**To do**
Reproduce every record below exactly, with the pictures left out.

[Collected data entries]
►

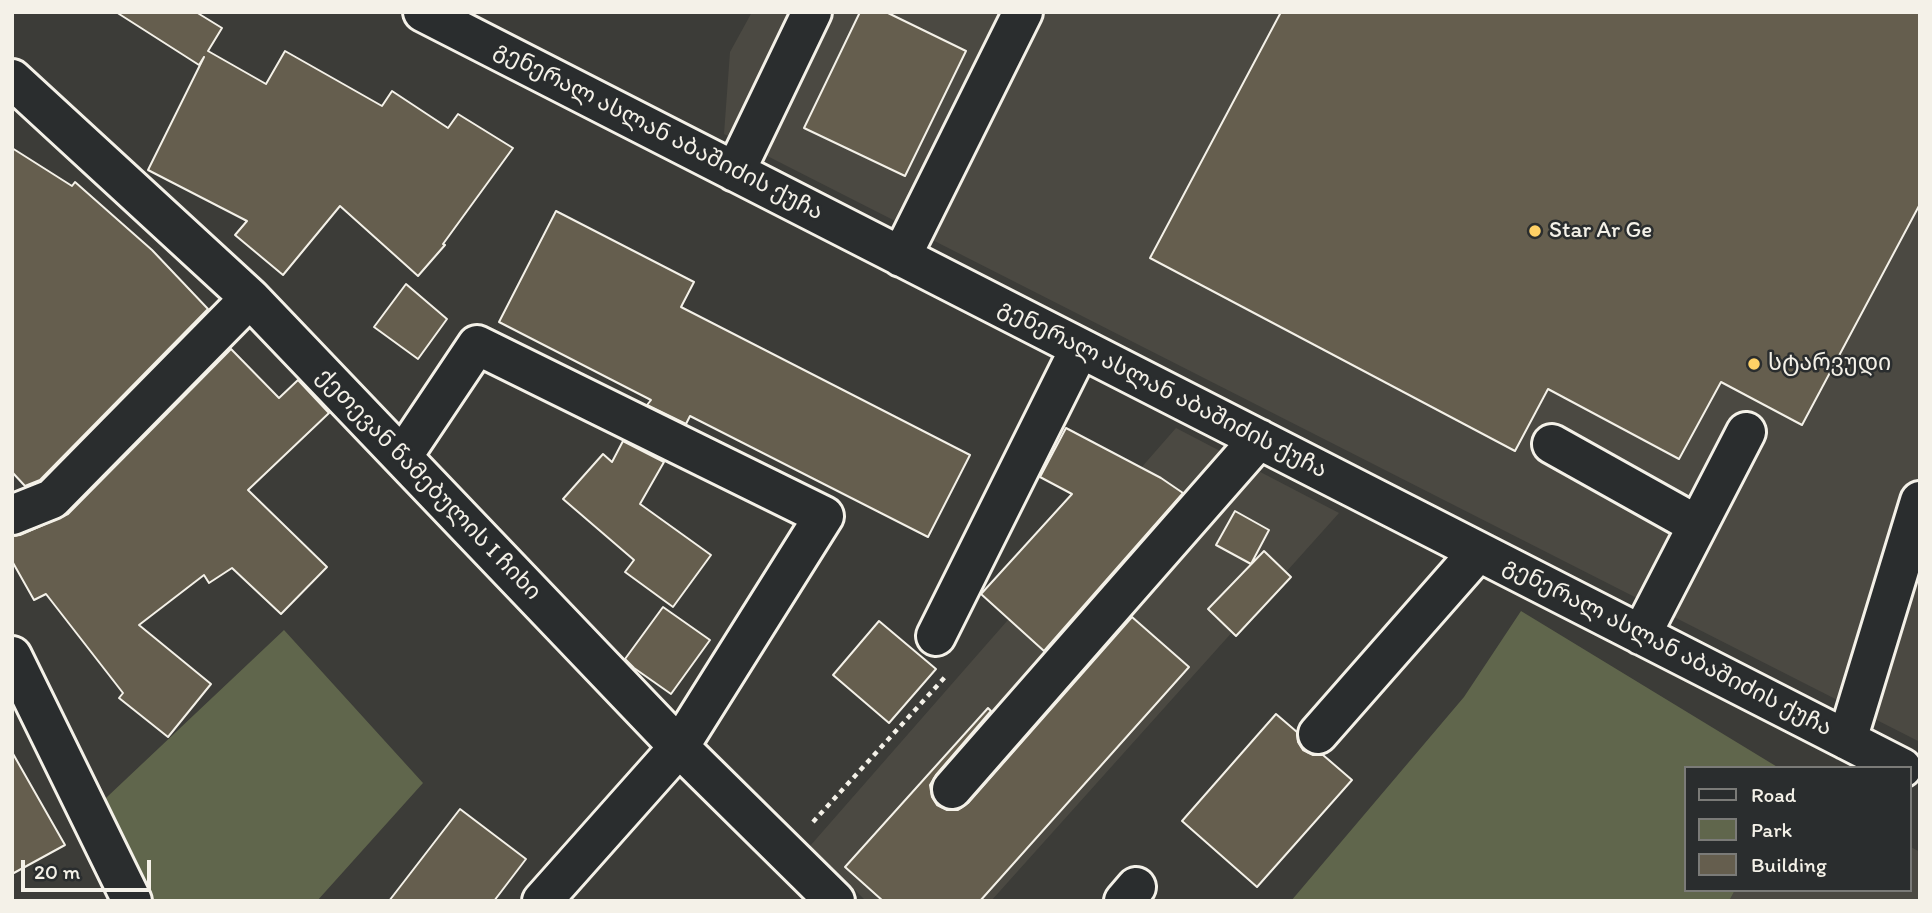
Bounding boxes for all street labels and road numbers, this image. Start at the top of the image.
street label: გენერალ ასლან აბაშიძის ქუჩა [489,37,827,227]
street label: გენერალ ასლან აბაშიძის ქუჩა [993,295,1331,485]
street label: ქეთევან წამებულის I ჩიხი [310,363,546,607]
street label: გენერალ ასლან აბაშიძის ქუჩა [1498,553,1836,743]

◄

**Output of the task**
Bounding boxes for all street labels and road numbers, this image. Start at the top of the image.
street label: გენერალ ასლან აბაშიძის ქუჩა [489,37,827,227]
street label: გენერალ ასლან აბაშიძის ქუჩა [993,295,1331,485]
street label: ქეთევან წამებულის I ჩიხი [310,363,546,607]
street label: გენერალ ასლან აბაშიძის ქუჩა [1498,553,1836,743]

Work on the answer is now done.